Abstract

This paper analyses how a case were to unfold if an operator of a nuclear installation were to exercise its right of recourse against a supplier in the event of supply of equipment or material with latent defects, as envisaged under the unique Section 17(b) of the Civil Liability for Nuclear Damage Act, 2010 (CLND Act), adopted by the Indian Parliament. This study is relevant as no such right of recourse claim has ever been exercised yet by a nuclear installation operator against a supplier, in the absence of any contractual agreement — and yet, this is precisely what this new law in India foresees as a perfectly valid legal option. The uniqueness of this provision and many grey areas surrounding this law have had a dampening effect on the global supplier market for nuclear power plants in India, other than for the indigenously designed Pressurised Heavy Water Reactors. This is why it is worth dissecting how such a case were to unfold, should the Indian nuclear power operator nevertheless decide to rely on this right of recourse provision. Unlike the relationship between claims filed by victims against the nuclear operator, the right of recourse claim by the operator against the supplier would be governed by standard tort law.

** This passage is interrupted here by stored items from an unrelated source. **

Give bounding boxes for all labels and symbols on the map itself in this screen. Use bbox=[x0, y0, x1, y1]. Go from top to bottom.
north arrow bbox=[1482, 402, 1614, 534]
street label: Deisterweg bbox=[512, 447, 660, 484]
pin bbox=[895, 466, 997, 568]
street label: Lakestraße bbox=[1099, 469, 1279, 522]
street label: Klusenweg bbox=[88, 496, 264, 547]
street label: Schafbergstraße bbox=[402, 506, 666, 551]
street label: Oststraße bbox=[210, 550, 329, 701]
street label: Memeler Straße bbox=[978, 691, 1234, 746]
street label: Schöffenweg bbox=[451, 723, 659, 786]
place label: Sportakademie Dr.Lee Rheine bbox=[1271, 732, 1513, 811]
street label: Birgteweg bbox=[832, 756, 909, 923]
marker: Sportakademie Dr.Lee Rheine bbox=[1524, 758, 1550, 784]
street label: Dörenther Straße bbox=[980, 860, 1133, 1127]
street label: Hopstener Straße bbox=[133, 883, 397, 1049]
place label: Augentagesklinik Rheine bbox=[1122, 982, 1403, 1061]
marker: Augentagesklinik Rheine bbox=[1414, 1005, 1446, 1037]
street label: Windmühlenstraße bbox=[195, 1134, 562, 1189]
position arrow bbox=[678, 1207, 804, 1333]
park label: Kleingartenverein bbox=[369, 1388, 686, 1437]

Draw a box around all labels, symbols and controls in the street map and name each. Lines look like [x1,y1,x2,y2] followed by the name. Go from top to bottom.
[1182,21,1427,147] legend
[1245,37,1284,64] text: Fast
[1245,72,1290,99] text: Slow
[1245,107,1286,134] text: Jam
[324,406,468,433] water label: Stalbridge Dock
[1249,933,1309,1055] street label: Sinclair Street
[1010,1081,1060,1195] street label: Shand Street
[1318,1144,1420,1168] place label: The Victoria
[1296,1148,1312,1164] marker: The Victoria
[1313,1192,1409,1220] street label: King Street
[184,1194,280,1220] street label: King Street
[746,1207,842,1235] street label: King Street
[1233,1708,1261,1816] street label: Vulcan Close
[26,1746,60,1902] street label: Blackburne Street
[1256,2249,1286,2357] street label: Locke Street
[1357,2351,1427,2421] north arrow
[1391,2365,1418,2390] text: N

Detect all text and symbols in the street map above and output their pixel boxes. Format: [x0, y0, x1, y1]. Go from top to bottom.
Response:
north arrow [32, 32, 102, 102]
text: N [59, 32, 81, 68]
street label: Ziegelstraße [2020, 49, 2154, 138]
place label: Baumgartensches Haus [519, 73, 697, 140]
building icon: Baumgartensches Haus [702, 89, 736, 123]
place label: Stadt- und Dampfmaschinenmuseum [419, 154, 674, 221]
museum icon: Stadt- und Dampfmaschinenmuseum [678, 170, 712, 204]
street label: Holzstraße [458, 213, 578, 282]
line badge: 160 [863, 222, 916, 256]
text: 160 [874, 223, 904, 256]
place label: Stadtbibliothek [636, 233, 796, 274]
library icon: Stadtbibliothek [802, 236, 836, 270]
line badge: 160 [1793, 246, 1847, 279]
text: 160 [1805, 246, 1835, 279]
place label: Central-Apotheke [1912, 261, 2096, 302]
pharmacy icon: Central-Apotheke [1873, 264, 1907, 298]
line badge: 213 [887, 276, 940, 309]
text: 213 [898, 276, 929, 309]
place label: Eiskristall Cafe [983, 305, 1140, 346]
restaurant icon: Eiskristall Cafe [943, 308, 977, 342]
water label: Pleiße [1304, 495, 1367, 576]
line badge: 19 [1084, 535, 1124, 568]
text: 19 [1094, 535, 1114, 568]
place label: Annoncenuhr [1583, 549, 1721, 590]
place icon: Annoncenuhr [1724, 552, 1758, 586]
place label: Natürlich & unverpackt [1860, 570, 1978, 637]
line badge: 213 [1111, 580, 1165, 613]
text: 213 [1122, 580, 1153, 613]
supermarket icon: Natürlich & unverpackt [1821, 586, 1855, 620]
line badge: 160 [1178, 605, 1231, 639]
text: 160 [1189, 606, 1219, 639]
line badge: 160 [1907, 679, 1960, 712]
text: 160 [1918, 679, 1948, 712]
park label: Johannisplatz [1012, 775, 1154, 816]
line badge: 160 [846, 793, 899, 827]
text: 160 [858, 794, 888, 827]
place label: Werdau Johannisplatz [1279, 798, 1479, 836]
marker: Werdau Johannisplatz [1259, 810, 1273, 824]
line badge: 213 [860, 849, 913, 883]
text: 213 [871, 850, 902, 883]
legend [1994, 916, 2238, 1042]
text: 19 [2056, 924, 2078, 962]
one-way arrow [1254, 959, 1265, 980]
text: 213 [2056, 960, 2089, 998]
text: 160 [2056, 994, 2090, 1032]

We, therefore, evaluate general tort law principles as well as case law derived from comparable sectors, such as the oil and aviation industries, where any major accident is perceived as a low- probability event, but with high impact on the society. In doing so, we will also scrutinise the meaning of “latent defects” as defined contractually, with the supplier’s obligation to remedy the defect, versus the monetary damage claim from the operator against the supplier based on a latent defect after the occurrence of a nuclear incident. Hence, this paper is intended as a guide for all practitioners in the nuclear energy field, but it could also be of interest to experts in comparable sectors, or even large infrastructure projects.